Collected data entries
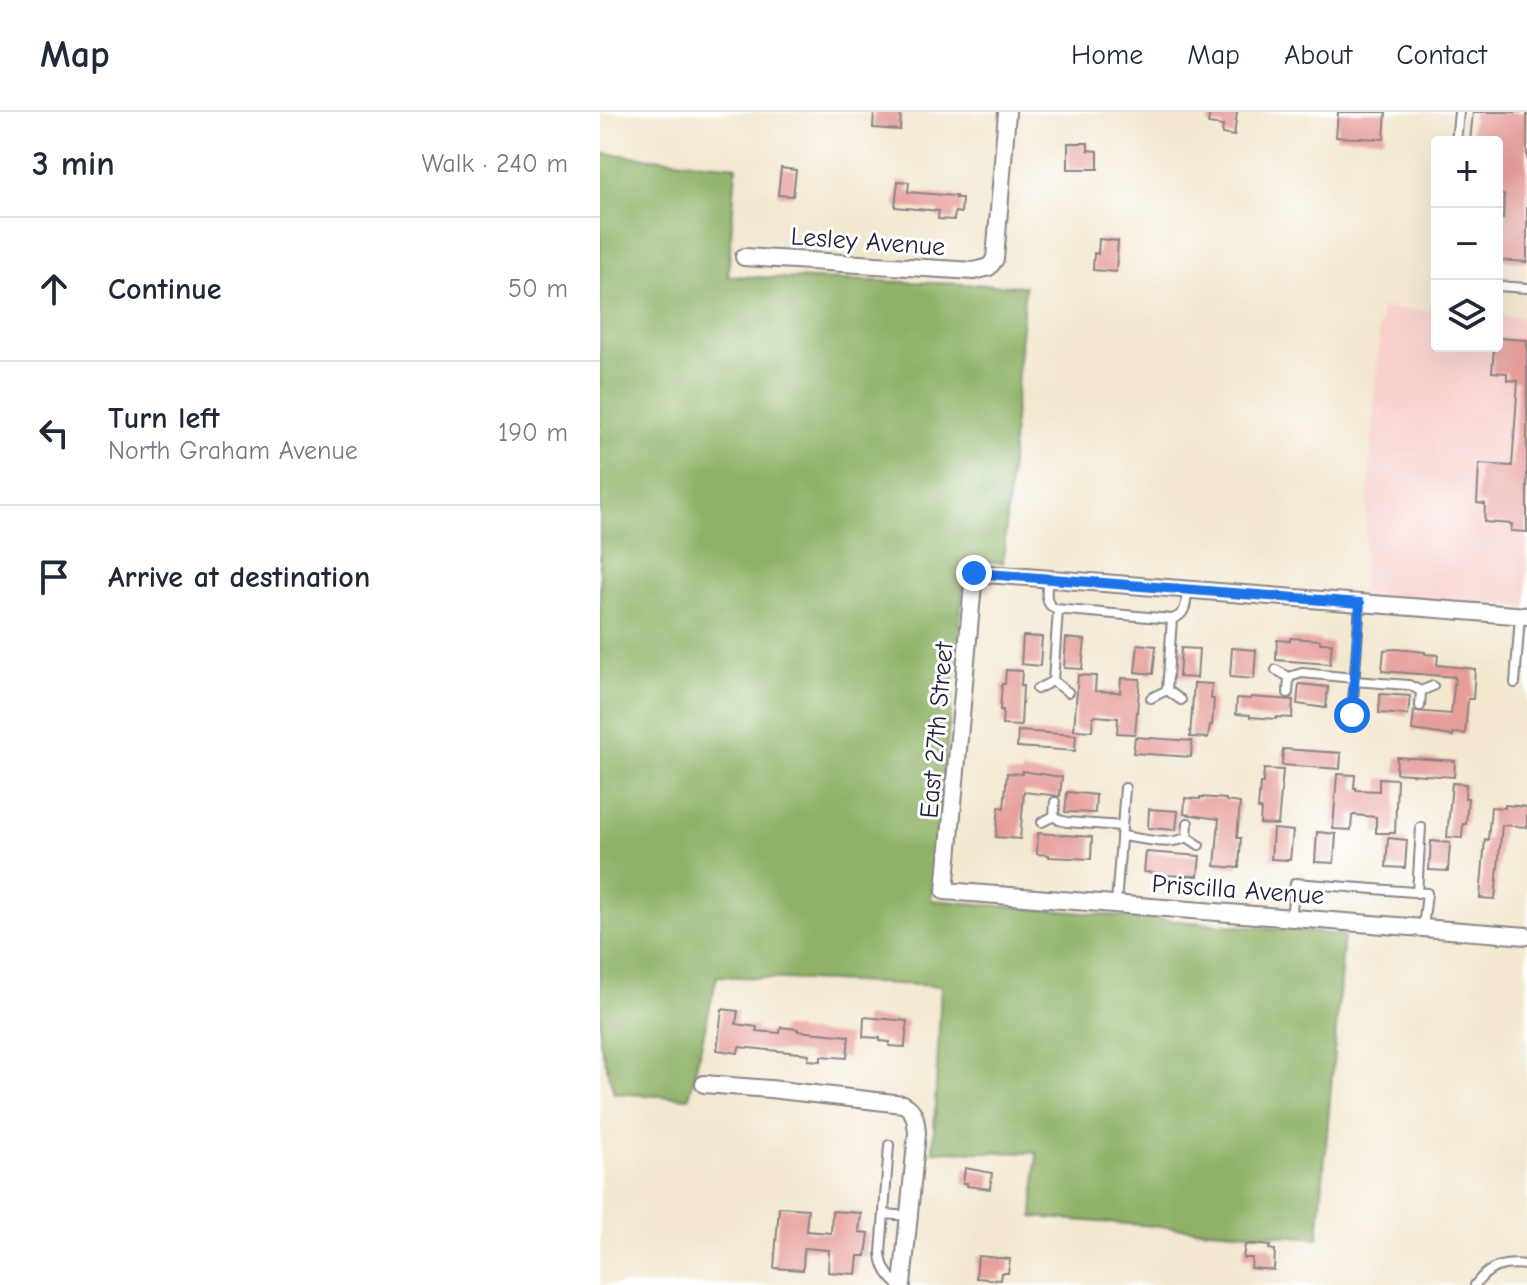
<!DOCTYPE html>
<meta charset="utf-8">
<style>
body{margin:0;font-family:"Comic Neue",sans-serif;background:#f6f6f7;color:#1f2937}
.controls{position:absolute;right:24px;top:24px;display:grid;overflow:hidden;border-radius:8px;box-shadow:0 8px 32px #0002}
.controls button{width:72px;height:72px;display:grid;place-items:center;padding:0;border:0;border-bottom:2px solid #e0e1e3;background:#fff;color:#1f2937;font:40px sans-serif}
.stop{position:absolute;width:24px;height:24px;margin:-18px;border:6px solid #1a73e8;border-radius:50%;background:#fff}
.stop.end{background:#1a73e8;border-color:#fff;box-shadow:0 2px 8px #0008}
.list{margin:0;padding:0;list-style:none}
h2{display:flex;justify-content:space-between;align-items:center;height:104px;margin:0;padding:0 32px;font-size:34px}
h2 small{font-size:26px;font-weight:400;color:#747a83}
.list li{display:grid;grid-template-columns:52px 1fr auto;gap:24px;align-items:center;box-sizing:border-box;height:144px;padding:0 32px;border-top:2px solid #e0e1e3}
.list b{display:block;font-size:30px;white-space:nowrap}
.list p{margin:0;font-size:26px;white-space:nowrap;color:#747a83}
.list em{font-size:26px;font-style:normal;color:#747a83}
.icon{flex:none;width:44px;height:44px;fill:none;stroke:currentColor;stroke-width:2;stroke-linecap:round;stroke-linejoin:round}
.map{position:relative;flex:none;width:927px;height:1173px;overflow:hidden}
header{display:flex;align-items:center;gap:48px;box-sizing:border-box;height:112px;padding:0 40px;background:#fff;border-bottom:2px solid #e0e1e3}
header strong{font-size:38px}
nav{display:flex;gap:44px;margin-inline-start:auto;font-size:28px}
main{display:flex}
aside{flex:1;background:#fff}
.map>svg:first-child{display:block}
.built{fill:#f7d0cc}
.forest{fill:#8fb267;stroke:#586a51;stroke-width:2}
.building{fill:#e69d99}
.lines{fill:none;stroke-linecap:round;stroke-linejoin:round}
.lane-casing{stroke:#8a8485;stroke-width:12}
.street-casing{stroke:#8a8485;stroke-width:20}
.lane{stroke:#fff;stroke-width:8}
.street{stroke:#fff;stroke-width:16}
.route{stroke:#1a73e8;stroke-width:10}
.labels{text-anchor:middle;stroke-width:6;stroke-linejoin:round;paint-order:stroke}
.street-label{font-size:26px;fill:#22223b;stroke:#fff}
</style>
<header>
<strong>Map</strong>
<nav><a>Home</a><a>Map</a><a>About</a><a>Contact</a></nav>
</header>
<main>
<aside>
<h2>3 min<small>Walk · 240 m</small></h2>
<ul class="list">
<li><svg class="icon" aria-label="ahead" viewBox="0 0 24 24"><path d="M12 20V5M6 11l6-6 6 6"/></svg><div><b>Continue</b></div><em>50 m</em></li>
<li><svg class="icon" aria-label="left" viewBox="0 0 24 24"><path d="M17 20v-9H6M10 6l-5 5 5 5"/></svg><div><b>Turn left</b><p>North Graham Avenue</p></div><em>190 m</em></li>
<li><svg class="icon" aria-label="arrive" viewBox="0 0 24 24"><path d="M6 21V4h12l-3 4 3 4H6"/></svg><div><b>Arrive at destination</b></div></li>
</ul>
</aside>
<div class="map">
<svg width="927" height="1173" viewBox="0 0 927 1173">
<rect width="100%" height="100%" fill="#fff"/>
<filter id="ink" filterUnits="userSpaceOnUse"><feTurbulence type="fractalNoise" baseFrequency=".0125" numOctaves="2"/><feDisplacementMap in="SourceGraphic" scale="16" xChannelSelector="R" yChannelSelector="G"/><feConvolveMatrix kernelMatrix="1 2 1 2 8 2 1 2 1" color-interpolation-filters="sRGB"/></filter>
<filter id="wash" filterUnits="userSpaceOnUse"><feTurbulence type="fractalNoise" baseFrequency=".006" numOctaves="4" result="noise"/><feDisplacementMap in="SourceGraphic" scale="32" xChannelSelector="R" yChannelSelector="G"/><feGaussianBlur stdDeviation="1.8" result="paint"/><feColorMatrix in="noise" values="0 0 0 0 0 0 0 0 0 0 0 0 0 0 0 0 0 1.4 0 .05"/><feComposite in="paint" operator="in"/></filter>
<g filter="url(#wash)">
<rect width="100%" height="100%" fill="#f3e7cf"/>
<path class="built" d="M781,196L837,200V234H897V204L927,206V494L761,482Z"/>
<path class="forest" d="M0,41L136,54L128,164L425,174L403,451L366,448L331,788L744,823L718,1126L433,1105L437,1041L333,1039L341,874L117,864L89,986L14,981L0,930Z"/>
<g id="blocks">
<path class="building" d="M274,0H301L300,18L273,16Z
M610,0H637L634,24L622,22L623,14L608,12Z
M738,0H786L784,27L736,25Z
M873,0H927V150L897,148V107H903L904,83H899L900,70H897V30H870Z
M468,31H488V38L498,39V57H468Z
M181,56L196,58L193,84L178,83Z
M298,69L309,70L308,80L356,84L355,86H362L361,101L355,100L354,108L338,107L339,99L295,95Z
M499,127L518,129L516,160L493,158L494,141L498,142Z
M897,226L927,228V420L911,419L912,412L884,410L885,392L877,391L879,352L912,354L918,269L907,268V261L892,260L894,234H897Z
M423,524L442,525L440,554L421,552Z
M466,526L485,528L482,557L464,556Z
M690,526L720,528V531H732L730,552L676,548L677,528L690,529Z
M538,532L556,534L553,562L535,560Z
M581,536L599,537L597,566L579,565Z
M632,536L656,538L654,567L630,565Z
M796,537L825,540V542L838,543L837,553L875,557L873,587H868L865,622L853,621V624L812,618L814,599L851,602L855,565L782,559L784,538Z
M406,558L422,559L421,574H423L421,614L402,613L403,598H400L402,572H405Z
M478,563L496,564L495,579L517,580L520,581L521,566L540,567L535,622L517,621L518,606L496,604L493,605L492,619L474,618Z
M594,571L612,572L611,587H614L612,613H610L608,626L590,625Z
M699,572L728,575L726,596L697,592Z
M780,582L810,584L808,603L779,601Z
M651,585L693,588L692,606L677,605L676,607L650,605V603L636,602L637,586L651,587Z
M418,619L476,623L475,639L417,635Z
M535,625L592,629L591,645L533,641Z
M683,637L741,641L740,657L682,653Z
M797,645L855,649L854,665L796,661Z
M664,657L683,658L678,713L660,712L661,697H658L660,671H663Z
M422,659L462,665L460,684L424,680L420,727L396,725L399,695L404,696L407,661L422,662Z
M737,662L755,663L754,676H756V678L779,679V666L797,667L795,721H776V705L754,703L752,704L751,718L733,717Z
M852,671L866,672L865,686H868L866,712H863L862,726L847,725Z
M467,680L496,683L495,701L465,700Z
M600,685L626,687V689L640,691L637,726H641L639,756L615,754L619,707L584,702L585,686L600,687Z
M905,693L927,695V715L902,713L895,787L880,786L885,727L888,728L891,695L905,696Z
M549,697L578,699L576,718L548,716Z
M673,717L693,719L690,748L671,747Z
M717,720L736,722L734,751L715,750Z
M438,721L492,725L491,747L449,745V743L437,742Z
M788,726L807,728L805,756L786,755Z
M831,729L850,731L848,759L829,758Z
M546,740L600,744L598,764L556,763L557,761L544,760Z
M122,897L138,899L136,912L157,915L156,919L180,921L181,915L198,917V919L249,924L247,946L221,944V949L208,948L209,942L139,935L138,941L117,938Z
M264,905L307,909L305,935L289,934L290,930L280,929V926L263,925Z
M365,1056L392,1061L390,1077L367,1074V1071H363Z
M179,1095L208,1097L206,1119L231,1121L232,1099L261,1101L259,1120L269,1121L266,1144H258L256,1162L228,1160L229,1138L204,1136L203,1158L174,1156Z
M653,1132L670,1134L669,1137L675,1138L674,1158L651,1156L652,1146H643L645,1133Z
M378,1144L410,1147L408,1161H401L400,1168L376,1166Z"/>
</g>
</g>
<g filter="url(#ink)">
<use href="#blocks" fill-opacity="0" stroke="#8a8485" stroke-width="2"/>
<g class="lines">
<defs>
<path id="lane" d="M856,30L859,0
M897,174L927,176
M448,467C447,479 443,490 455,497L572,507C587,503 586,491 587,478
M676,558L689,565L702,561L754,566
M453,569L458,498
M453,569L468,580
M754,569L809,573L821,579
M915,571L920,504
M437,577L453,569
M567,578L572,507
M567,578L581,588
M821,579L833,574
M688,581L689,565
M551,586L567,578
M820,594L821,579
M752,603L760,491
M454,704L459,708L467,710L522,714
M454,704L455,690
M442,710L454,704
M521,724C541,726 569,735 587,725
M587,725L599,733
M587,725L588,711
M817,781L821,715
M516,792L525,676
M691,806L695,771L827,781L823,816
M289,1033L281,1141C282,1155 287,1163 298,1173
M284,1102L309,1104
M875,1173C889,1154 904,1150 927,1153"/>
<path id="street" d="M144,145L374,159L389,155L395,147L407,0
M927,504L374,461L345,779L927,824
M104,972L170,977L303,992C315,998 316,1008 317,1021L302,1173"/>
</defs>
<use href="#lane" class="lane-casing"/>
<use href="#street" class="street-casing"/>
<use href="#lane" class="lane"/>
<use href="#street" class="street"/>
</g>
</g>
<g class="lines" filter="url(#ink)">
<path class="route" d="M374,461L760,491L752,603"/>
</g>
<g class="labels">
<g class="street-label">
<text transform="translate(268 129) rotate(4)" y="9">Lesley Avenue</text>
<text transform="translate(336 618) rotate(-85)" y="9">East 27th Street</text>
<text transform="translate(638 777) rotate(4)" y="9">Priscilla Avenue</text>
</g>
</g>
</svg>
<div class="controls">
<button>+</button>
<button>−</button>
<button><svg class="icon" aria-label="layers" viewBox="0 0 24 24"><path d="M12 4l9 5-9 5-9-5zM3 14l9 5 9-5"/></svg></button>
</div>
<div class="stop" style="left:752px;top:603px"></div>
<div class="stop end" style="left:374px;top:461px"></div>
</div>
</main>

ACTION ITEM :: Check each line of the data above for the word "overflow" and copy the ones where it is found.

YOUR SOLUTION ::
.controls{position:absolute;right:24px;top:24px;display:grid;overflow:hidden;border-radius:8px;box-shadow:0 8px 32px #0002}
.map{position:relative;flex:none;width:927px;height:1173px;overflow:hidden}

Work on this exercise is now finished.